Lu Shi-Jiang, Hipp Jennifer A, Feng Qiang, Hipp Jason D, Lanza Robert, Atala Anthony
Advanced Cell Technology, Worcester, MA 01605, USA.
Genome Biol. 2007;8(11):R240. doi: 10.1186/gb-2007-8-11-r240.
Microarrays are being used to understand human embryonic stem cell (hESC) differentiation. Most differentiation protocols use a multi-stage approach that induces commitment along a particular lineage. Therefore, each stage represents a more mature and less heterogeneous phenotype. Thus, characterizing the heterogeneous progenitor populations upon differentiation are of increasing importance. Here we describe a novel method of data analysis using a recently developed differentiation protocol involving the formation of functional hemangioblasts from hESCs. Blast cells are multipotent and can differentiate into multiple lineages of hematopoeitic cells (erythroid, granulocyte and macrophage), endothelial and smooth muscle cells.

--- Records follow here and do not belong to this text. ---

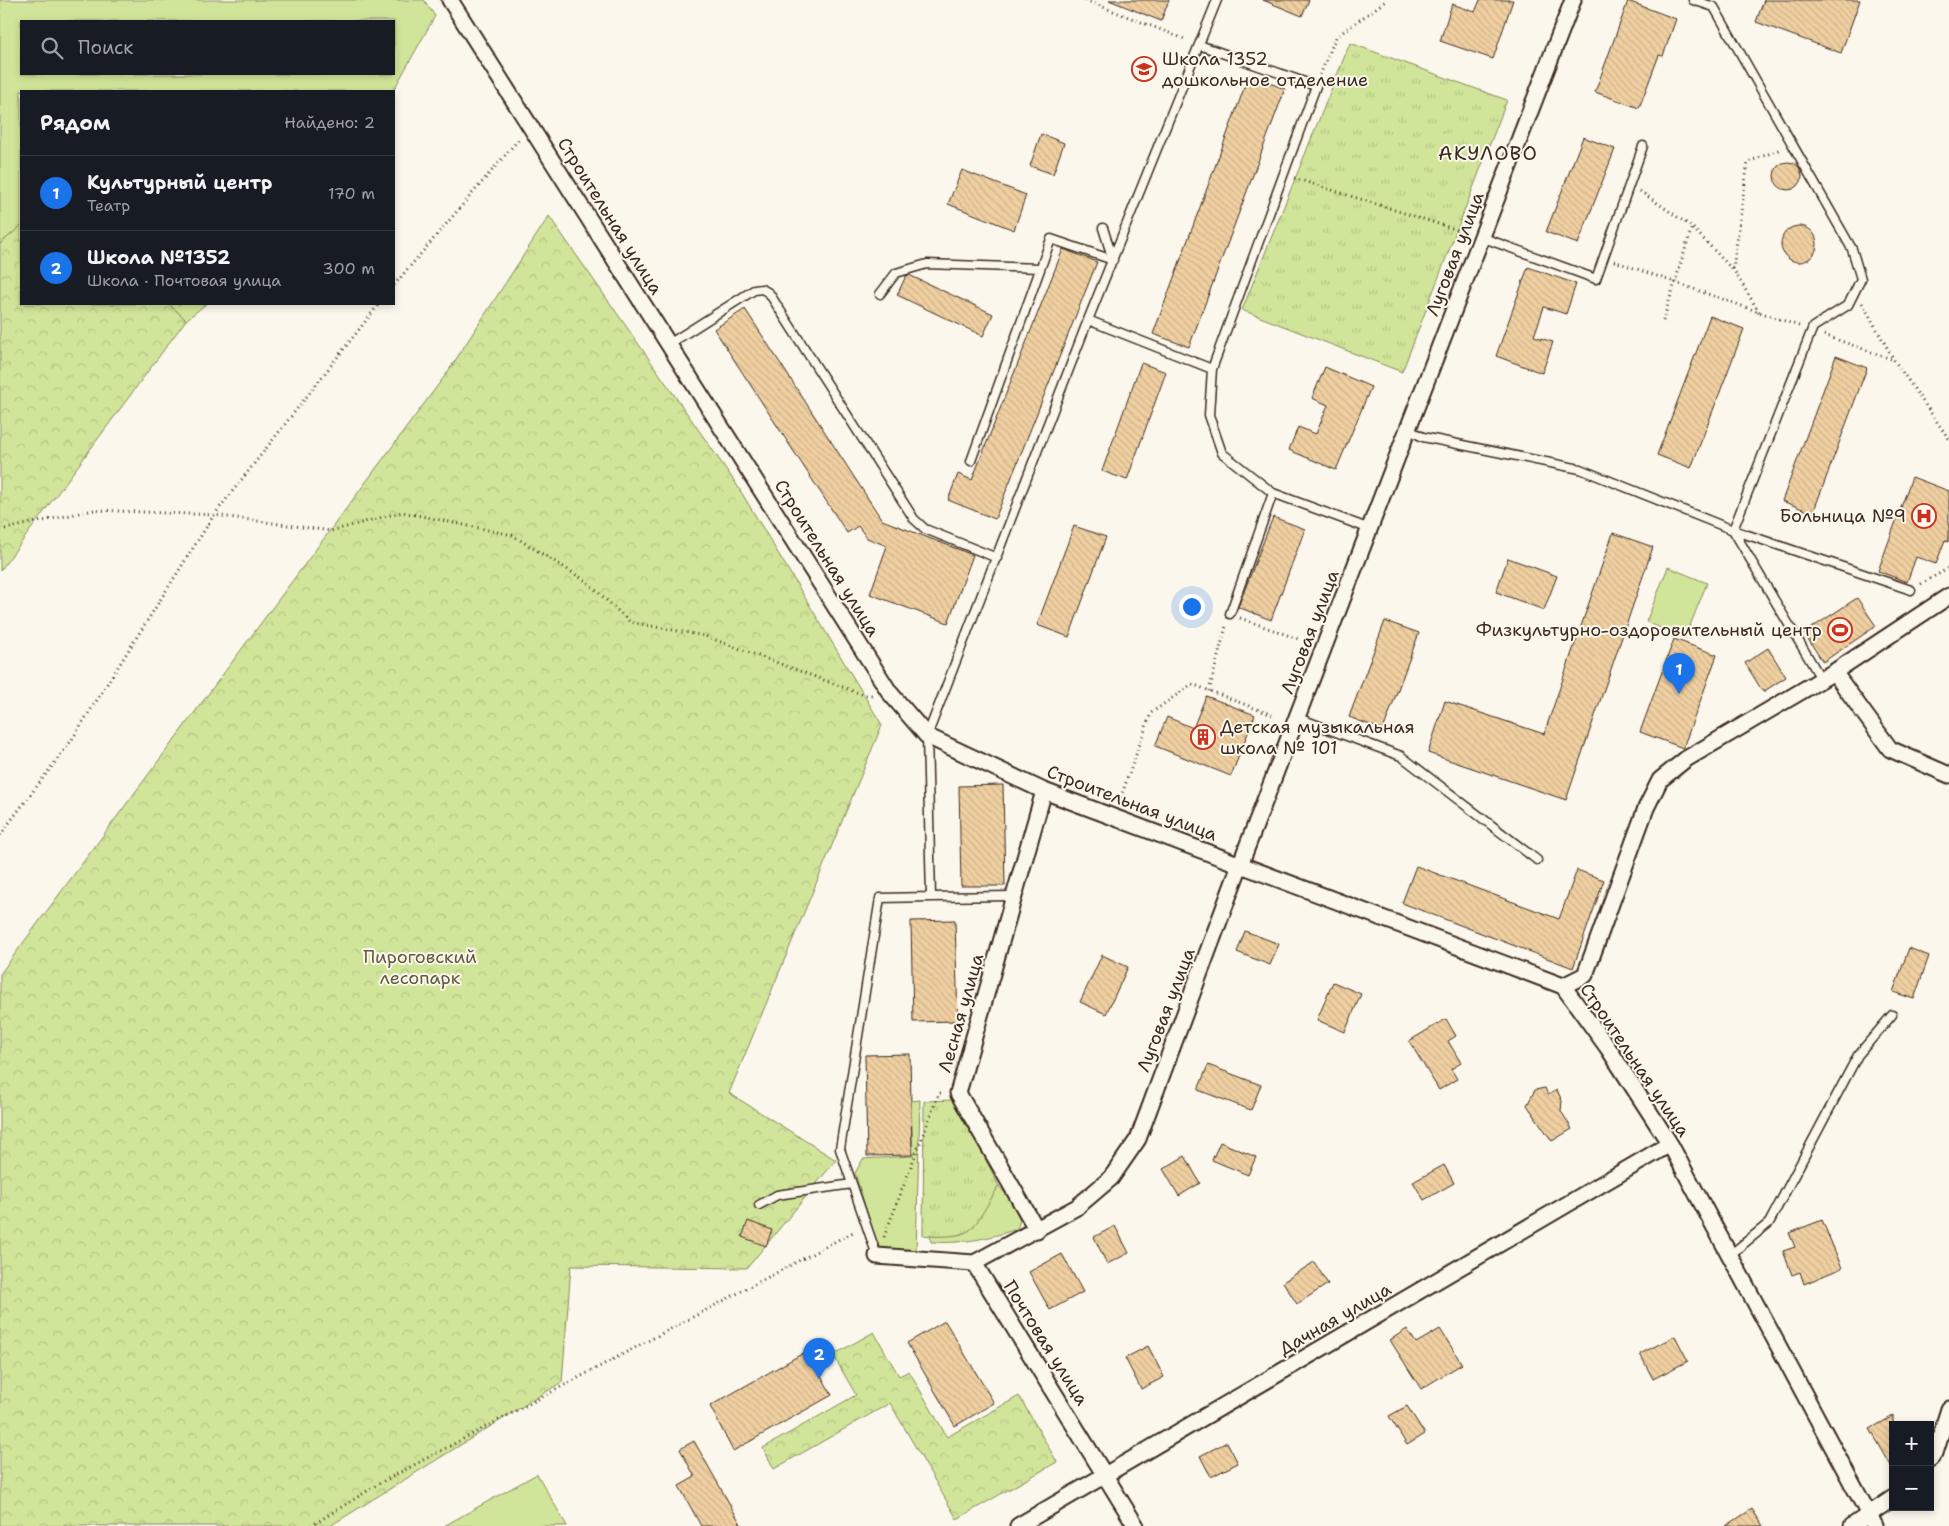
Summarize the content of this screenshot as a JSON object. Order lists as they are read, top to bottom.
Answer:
{
  "streets": {
    "street": [
      "Строительная улица",
      "Луговая улица",
      "Лесная улица",
      "Дачная улица",
      "Почтовая улица"
    ]
  },
  "crossings": [
    ["Строительная улица", "Луговая улица"],
    ["Строительная улица", "Лесная улица"],
    ["Строительная улица", "Дачная улица"],
    ["Луговая улица", "Лесная улица"],
    ["Луговая улица", "Почтовая улица"],
    ["Дачная улица", "Почтовая улица"]
  ],
  "districts": ["АКУЛОВО"],
  "parks": ["Пироговский лесопарк"],
  "places": {
    "school or university": ["Школа 1352 дошкольное отделение"],
    "hospital": ["Больница №9"],
    "sports": ["Физкультурно-оздоровительный центр"],
    "building": ["Детская музыкальная школа № 101"]
  },
  "page": {
    "search": "Поиск",
    "heading": ["Рядом", "Найдено: 2"],
    "list": [
      {
        "mark": "1",
        "name": "Культурный центр",
        "note": "Театр",
        "value": "170 m"
      },
      {
        "mark": "2",
        "name": "Школа №1352",
        "note": "Школа · Почтовая улица",
        "value": "300 m"
      }
    ],
    "pins": ["1", "2"],
    "map_buttons": ["+", "−"]
  }
}
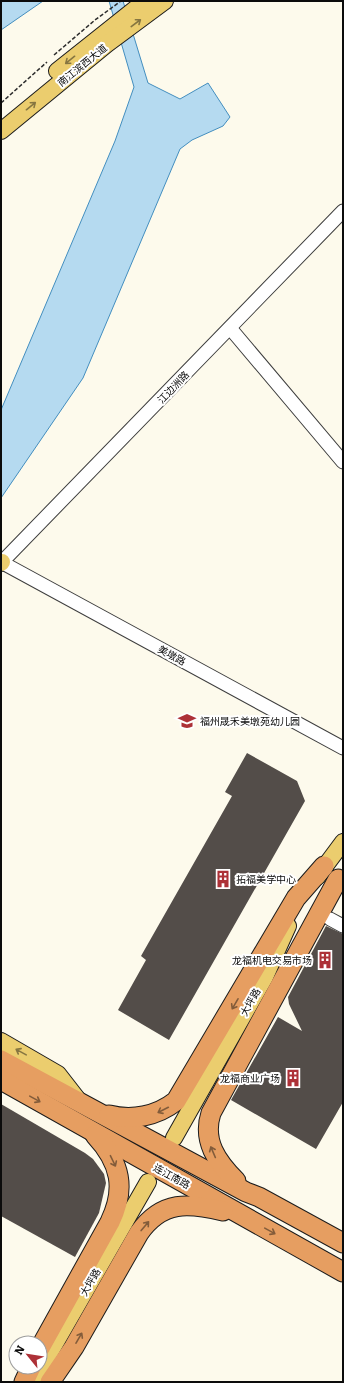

Large-scale transcriptional analysis was performed at distinct time points of hESC differentiation (undifferentiated hESCs, embryoid bodies, and blast cells, the last of which generates both hematopoietic and endothelial progenies). Identifying genes enriched in blast cells relative to hESCs revealed a genetic signature indicative of erythroblasts, suggesting that erythroblasts are the predominant cell type in the blast cell population. Because of the heterogeneity of blast cells, numerous comparisons were made to publicly available data sets in silico, some of which blast cells are capable of differentiating into, to assess and characterize the blast cell population. Biologically relevant comparisons masked particular genetic signatures within the heterogeneous population and identified genetic signatures indicating the presence of endothelia, cardiomyocytes, and hematopoietic lineages in the blast cell population.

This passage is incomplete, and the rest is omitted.